» **REQUIRED ACTION**:
Below is some data. Retype exactly the lines starting at the one with "M1244,539l12,-76 46,-83 36,-36" and ending at the one with "M211,30l7,-21".

=== DATASET CONTENT ===

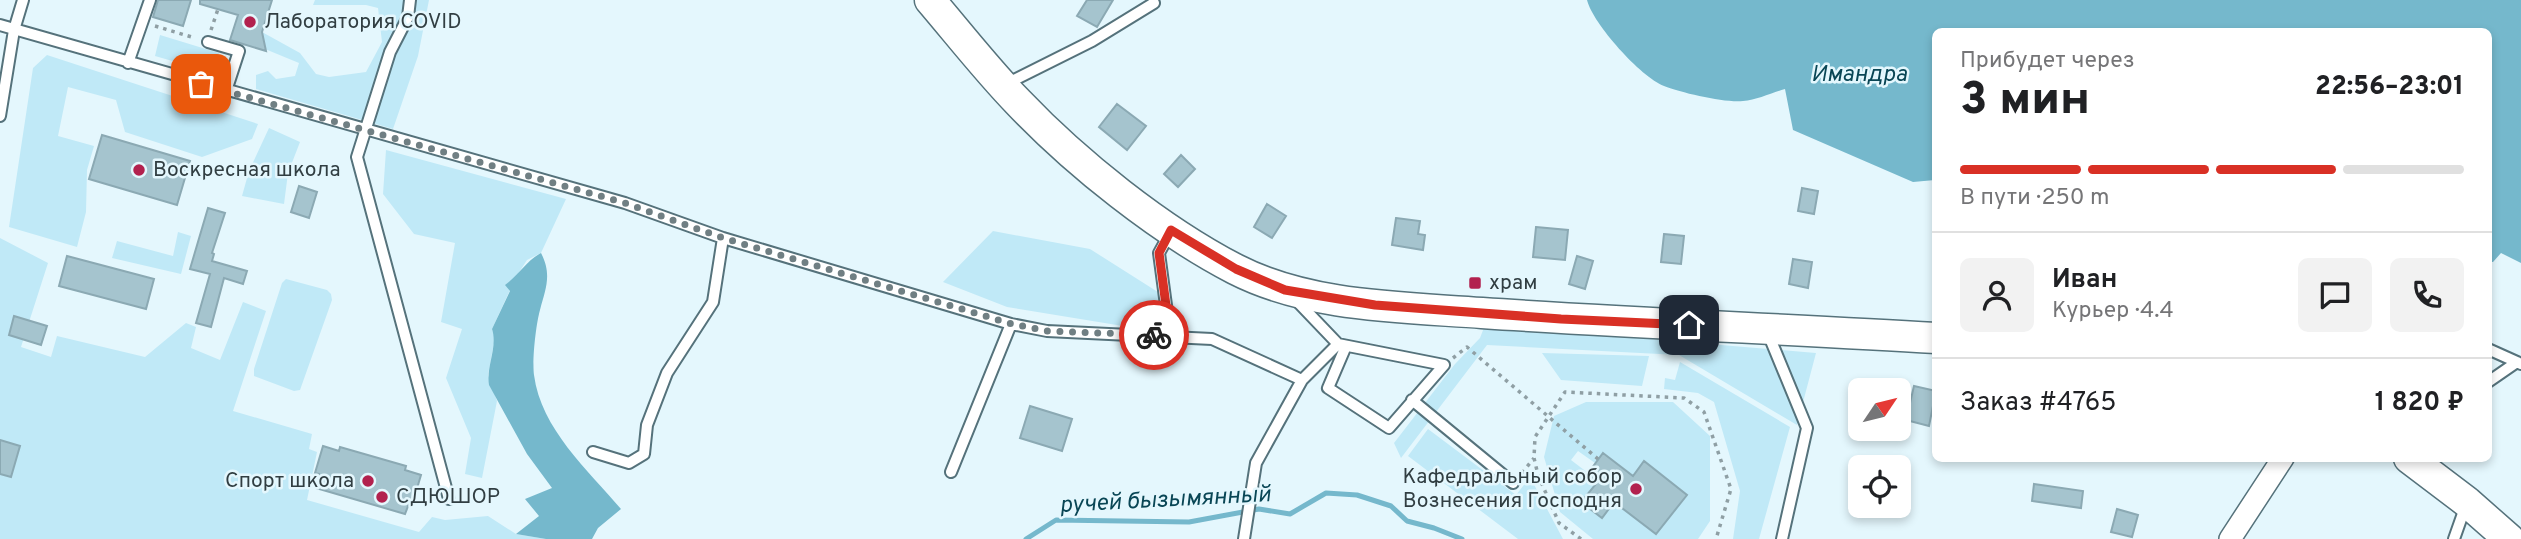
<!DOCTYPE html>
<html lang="ru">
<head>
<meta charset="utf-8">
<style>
	body { margin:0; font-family:Overpass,sans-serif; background:#f2f2f2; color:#202124; height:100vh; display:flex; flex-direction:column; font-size:26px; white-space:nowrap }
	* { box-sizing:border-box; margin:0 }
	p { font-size:23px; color:#757577 }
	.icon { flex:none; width:38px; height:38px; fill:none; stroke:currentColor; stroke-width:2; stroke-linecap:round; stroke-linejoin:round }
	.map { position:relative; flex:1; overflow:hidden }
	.side { position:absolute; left:1932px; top:28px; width:560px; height:434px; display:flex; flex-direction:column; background:#fff; border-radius:10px; box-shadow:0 4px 10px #0003 }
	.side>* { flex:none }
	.needle { width:46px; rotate:55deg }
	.buttons { position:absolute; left:1848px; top:378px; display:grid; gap:14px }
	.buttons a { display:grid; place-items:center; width:63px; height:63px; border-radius:10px; background:#fff; box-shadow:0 4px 10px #0003; font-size:35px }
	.pin { position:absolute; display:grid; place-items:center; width:60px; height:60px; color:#fff; margin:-30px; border-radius:14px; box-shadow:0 4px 10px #0006 }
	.courier { position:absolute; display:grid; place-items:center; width:70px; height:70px; margin:-35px; border:5px solid #d93025; border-radius:50%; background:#fff; color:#222; box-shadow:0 2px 9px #0007 }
	.summary em { font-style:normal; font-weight:800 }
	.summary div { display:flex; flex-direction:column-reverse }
	.summary { display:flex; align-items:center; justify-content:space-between; height:119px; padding:0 28px }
	h1 { font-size:46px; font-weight:800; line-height:52px }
	.bar { display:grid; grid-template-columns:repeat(4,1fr); gap:10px 7px; align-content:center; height:84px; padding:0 28px }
	.bar i { height:9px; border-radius:5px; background:#e0e0e0 }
	.bar .active { background:#d93025 }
	.bar p { grid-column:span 4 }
	.line { display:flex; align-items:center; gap:18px; padding:0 28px; border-top:2px solid #e0e0e0 }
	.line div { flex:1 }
	.round { display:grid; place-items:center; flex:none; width:74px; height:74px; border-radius:10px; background:#f2f2f2 }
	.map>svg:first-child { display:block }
</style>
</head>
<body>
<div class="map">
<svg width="2521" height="539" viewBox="0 0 2521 539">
	<rect width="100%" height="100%" fill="#e4f7fd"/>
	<path fill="#c0e9f7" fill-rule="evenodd" d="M315,0h114l-11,56 -25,73 -137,-40v-14l12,-4 8,8 19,-3 4,-13 -34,-14 -3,-17 38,21 16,21 13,3 37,-5 16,-30 -4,-34 -12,-3h-53z
		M160,35l59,18 -5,20 -59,-17z
		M47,55l211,69 -6,15 -50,18 -77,-25 -9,-32 -48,-13 -10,49 36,10 -7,24 -1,42 -9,35 -68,-20 24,-159z
		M269,128l31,14 -12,31 -4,31 -42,-8 7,-25z
		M386,150l180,49 -25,54 -14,7 -11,17 -24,52 3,9 -7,37 9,26 -15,77 -17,-4 6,-36 -25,-60 16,-49 -21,-7 14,-79 -41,-9 -31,-40z
		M993,231l97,18 71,45 -8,25 -24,8 -122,-20 -64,-25z
		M178,232l13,4 -10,38 -69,-16 5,-17 56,15z
		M0,238l48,25 -27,84 30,10 6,-21 88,21 41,-34 10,4 -5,21 29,12 23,-58 23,9 -33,100 79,23 -3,15 8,3 -10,48 112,32 13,-15 13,3 43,-4 28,18 30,5h-546z
		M286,279l41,11 4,4 1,6 -32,90 -6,1 -40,-15v-7l28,-86z
		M1485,325l331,28 -19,72 -118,-70 -192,-10 -86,113 -7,-15 61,-79 25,-26z
		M1542,353l107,3 -7,30 -81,-6z
		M1680,362l110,65 -31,112h-26l7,-48 -26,-89 -16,-9 -34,-4 1,-11 10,2z
		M1586,402h87l37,34v85l-12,18h-105l-33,-27 -16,-55 10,-41zM1578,451l17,12 9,-10 29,23 11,-14 43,33 -31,39 -42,-32 -14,14 -18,-13 14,-19 -10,-8 2,-3 -17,-13z
		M1428,429l88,66 14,-18 33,62h-45l-110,-83z"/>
	<path fill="#75b8cc" d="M1587,0h934v263l-20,-10 -8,9h-4l-1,-230h-552l-1,148 -22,2 -120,-52 -8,-41c-14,4 -28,11 -42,12 -18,2 -61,-8 -79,-15 -23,-9 -71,-62 -77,-86z
		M541,253c11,21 5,35 -1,57 -4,14 -8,50 -6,65 7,54 54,95 87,134l-23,19 -6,11h-46l-30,-5 23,-18 -14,-17 27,-11 -25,-34 -38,-69c-3,-19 9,-38 3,-56l18,-38 -5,-6c14,-10 21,-24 36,-32z"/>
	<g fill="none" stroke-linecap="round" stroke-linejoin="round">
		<path stroke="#75b8cc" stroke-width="5" d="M1026,539l30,-19 133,2 70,-13 31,5 36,-21 31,2 34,11 16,15 27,7 28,11"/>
	</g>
	<path fill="#a5c4ce" stroke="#8ba9b3" stroke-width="2" d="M158,0h33l-8,26 -30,-9z
		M200,0h72l-10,32 4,19 -36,-11 8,-25 -38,-11z
		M1087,0h26l-16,27 -20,-11z
		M1117,104l29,22 -19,24 -28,-23z
		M102,135l88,26 -13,44 -88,-26z
		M1181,155l14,14 -17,18 -14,-13z
		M299,186l18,6 -8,26 -18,-6z
		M1802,188l16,3 -4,23 -16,-3z
		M1267,204l19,12 -14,22 -18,-11z
		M208,208l17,5 -13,40 2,1 -2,7 35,10 -4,13 -19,-6 -13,49 -15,-4 14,-49 -20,-5z
		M1396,218l24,3 -2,13 7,1 -2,15 -31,-5z
		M1536,227l32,3 -3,30 -32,-3z
		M1664,234l20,2 -3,28 -20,-2z
		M67,256l87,23 -8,30 -87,-23z
		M1577,256l16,5 -8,28 -16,-5z
		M1793,259l19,3 -4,26 -19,-4z
		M14,316l33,10 -6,19 -32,-10z
		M1914,386l22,5 -7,35 -23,-6z
		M1030,406l42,13 -10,32 -42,-13z
		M0,440l20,6 -9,31 -11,-3z
		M323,446l16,5 1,-4 66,19 -1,4 16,5 -8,27 -3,-1 -5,13 -89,-26 3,-14 -4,-1z
		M1603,453l30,23 11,-15 43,34 -31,39 -42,-32 -12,16 -21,-16 15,-18 -10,-8z
		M2034,484l49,7 -2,17 -49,-7z
		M2117,509l21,6 -6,22 -21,-5z"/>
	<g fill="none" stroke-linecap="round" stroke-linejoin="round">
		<g stroke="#55727b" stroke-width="14">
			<path id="lane" d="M410,0l-2,17 -18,35 -33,105 92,342
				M0,25l625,178 98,35 288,86 36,7 165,8 90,41
				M208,42l31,9 -13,40
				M128,63l22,-63
				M1006,84l86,-43 62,-38
				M0,116l14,-86 9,-30
				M1170,233l-11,20 11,82
				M1295,299l43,45 106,21 -55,63 -61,-40 18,-42
				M1767,331l40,97 -25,111
				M2488,349l29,13
				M2488,382l29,-20 4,2
				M1412,400l101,83
				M593,452l36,11 15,-9 3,-29 20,-52 46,-71 10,-64
				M951,472l60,-148
				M1244,539l12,-76 46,-83 36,-36
				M2454,539l12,-34"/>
		</g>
		<g stroke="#55727b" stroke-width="24">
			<path id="street" d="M2230,539l53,-81"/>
		</g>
		<g stroke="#55727b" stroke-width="33">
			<path id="secondary" d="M930,0c29,34 57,70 88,102 58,61 142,128 217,167 74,38 165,38 247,44 151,10 302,16 454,25
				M2409,458l58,44 42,37"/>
		</g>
		<path stroke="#8f9fa4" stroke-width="3.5" stroke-dasharray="3.5 5" stroke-linecap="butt" d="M155,26l40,12
			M211,30l7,-21
			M1453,358l14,-11 131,112
			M1522,473l12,-15
			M1581,539l-22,-16 -21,-48 -4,-17 1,-21 30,-45 119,6 20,14 27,77 -15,50"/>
		<use href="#lane" stroke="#fff" stroke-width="10"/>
		<use href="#street" stroke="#fff" stroke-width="21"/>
		<use href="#secondary" stroke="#fff" stroke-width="30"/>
	</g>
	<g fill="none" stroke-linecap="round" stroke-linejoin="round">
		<path stroke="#707f83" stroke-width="7" stroke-dasharray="0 12.6" d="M201,84l424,119 98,35 289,86 35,7 107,4"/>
		<path stroke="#d93025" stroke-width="9" d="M1154,335h16l-11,-82 12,-23 65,39 49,21 90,15 186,14 128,6"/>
	</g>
	<g fill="#b2214e" stroke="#e4f7fd" stroke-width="2.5">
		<circle cx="250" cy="22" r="7"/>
		<circle cx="139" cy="170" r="7"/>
		<rect x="1468" y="276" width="14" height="14" rx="3.5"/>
		<circle cx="368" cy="481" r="7"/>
		<circle cx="1636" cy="489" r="7"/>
		<circle cx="382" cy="497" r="7"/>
	</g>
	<g text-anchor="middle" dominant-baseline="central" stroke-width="5" stroke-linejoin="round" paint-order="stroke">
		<g font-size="21" fill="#313e42" stroke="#e4f7fd" text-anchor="start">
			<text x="264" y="22">Лаборатория COVID</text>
			<text x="153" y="170">Воскресная школа</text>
			<text x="1489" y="283">храм</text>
			<text x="1622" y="477" text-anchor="end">Кафедральный собор<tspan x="1622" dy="24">Вознесения Господня</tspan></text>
			<text x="354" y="481" text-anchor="end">Спорт школа</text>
			<text x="396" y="497">СДЮШОР</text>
		</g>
		<g font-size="23" font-style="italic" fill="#094655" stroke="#e4f7fd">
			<text x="1859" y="75">Имандра</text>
			<text transform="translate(1165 501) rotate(-3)">ручей бызымянный</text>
		</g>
	</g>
</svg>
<div class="buttons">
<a><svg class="needle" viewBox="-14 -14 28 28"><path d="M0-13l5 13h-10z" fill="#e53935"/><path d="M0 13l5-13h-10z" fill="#757577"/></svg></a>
<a><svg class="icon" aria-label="locate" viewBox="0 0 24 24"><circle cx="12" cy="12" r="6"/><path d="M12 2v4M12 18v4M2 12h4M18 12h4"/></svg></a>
</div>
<div class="pin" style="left:201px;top:84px;background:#ea580c"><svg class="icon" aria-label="bag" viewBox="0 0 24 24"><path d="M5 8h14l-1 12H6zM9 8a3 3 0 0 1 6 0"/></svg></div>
<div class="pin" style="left:1689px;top:325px;background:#1f2937"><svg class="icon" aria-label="home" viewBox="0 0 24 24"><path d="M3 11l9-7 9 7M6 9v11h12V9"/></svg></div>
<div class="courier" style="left:1154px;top:335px"><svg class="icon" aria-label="bike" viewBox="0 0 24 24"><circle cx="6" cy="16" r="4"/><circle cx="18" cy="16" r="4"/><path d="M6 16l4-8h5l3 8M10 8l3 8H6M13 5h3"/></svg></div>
<section class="side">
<div class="summary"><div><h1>3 мин</h1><p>Прибудет через</p></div><em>22:56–23:01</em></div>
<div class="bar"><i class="active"></i><i class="active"></i><i class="active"></i><i></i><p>В пути · 250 m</p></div>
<div class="line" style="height:126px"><a class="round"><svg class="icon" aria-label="person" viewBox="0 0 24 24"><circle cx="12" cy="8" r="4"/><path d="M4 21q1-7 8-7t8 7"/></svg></a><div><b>Иван</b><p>Курьер · 4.4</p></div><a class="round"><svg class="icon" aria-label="chat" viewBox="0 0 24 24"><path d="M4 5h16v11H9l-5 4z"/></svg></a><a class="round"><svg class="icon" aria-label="phone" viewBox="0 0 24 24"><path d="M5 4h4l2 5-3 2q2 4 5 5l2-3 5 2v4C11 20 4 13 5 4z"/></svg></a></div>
<div class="line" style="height:91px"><div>Заказ #4765</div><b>1 820 ₽</b></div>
</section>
</div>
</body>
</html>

===

» **EXPECTED ANSWER**:
				M1244,539l12,-76 46,-83 36,-36
				M2454,539l12,-34"/>
		</g>
		<g stroke="#55727b" stroke-width="24">
			<path id="street" d="M2230,539l53,-81"/>
		</g>
		<g stroke="#55727b" stroke-width="33">
			<path id="secondary" d="M930,0c29,34 57,70 88,102 58,61 142,128 217,167 74,38 165,38 247,44 151,10 302,16 454,25
				M2409,458l58,44 42,37"/>
		</g>
		<path stroke="#8f9fa4" stroke-width="3.5" stroke-dasharray="3.5 5" stroke-linecap="butt" d="M155,26l40,12
			M211,30l7,-21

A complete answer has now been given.